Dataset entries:
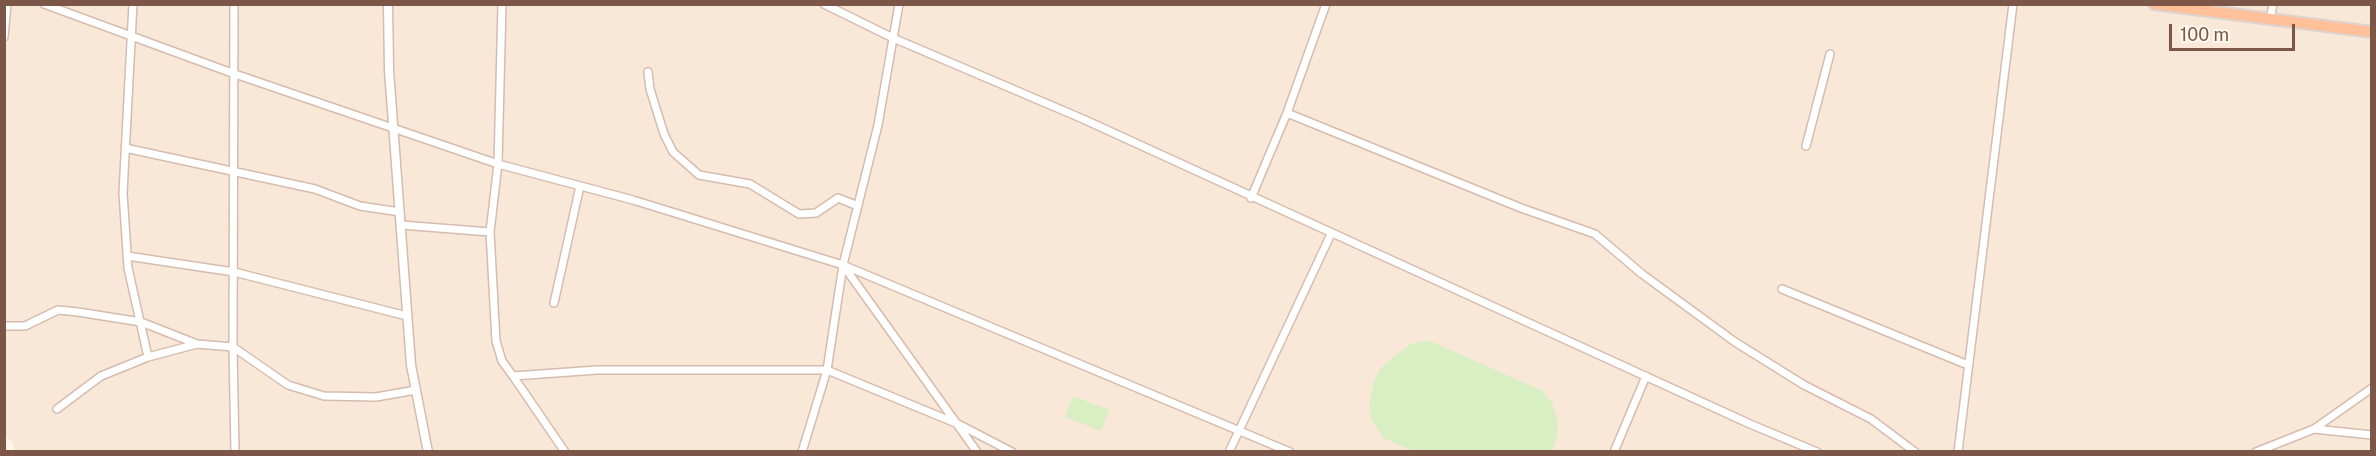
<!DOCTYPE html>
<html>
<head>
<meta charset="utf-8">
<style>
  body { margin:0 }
  #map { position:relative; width:2376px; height:456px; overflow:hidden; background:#fef4e7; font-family:"Public Sans",sans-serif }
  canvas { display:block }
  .frame { position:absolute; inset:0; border:6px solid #7c5748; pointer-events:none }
  .scale { position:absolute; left:2169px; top:24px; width:126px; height:27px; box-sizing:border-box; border:3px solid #7c5748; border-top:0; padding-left:8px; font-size:18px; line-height:21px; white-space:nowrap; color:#7c5748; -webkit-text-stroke:4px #fff8ef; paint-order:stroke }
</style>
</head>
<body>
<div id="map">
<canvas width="2376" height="456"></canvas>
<div class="frame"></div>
<div class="scale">100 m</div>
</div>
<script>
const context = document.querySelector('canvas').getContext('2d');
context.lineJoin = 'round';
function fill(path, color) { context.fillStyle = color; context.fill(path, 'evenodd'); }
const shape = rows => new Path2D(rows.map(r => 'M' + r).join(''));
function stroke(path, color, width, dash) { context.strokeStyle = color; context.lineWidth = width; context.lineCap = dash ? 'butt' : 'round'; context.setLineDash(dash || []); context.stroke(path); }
const residential = shape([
  [5,5,2371,5,2371,451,15,452,12,441,5,437]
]);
const green = shape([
  [1421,341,1430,341,1543,391,1552,403,1557,418,1557,436,1552,451,1414,451,1383,438,1372,420,1369,407,1374,381,1381,368,1392,358,1411,344],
  [1073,396,1109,410,1101,431,1065,417]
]);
const minor = shape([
  [44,4,232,73,498,164,633,200,843,265,878,125,899,4],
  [133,4,123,193,128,268,148,357],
  [502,4,498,164,490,232,496,341,502,361,513,376,597,370,827,370,958,424,1012,452],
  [824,4,893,38,1083,119,1750,424,1817,452],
  [2270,20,2273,4],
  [4,37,7,4],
  [648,72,650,89,664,134,673,152,699,175,750,184,799,214,816,213,838,198,858,206],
  [1287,113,1521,208,1595,234,1642,274,1735,342,1804,385,1871,419,1915,452],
  [1806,146,1830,54],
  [125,148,315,189,360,206,400,212],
  [1251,198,1287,113,1326,4],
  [401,225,490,232],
  [127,256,234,272,407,316],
  [843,265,1290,452],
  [843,265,977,452],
  [1782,289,1968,365],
  [554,303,580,186],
  [4,326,25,326,58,310,78,312,141,322,197,344],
  [513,376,565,452],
  [57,409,101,376,148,357,197,344,233,347,234,4],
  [2314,429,2372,388],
  [235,452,233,347,288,385,324,396,376,397,416,390],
  [802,452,827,370,843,265],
  [1229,452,1331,234],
  [1614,452,1646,376],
  [1958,452,2013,4],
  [2256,452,2314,429,2372,435]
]);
const tertiary = shape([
  [388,4,389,70,411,365,428,452]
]);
const trunk = shape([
  [2154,4,2372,32]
]);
fill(residential, '#f9e8d7');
fill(green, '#d8eec3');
stroke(minor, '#d5bcae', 10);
stroke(tertiary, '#d5bcae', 11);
stroke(trunk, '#ddd3cf', 14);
stroke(minor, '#fff', 7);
stroke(tertiary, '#fff', 8);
stroke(trunk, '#ffc09a', 10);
</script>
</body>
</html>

Goal of the exercise ▸
The answer must be every line of the records that contains the word "canvas".

Result for this exercise ▸
  canvas { display:block }
<canvas width="2376" height="456"></canvas>
const context = document.querySelector('canvas').getContext('2d');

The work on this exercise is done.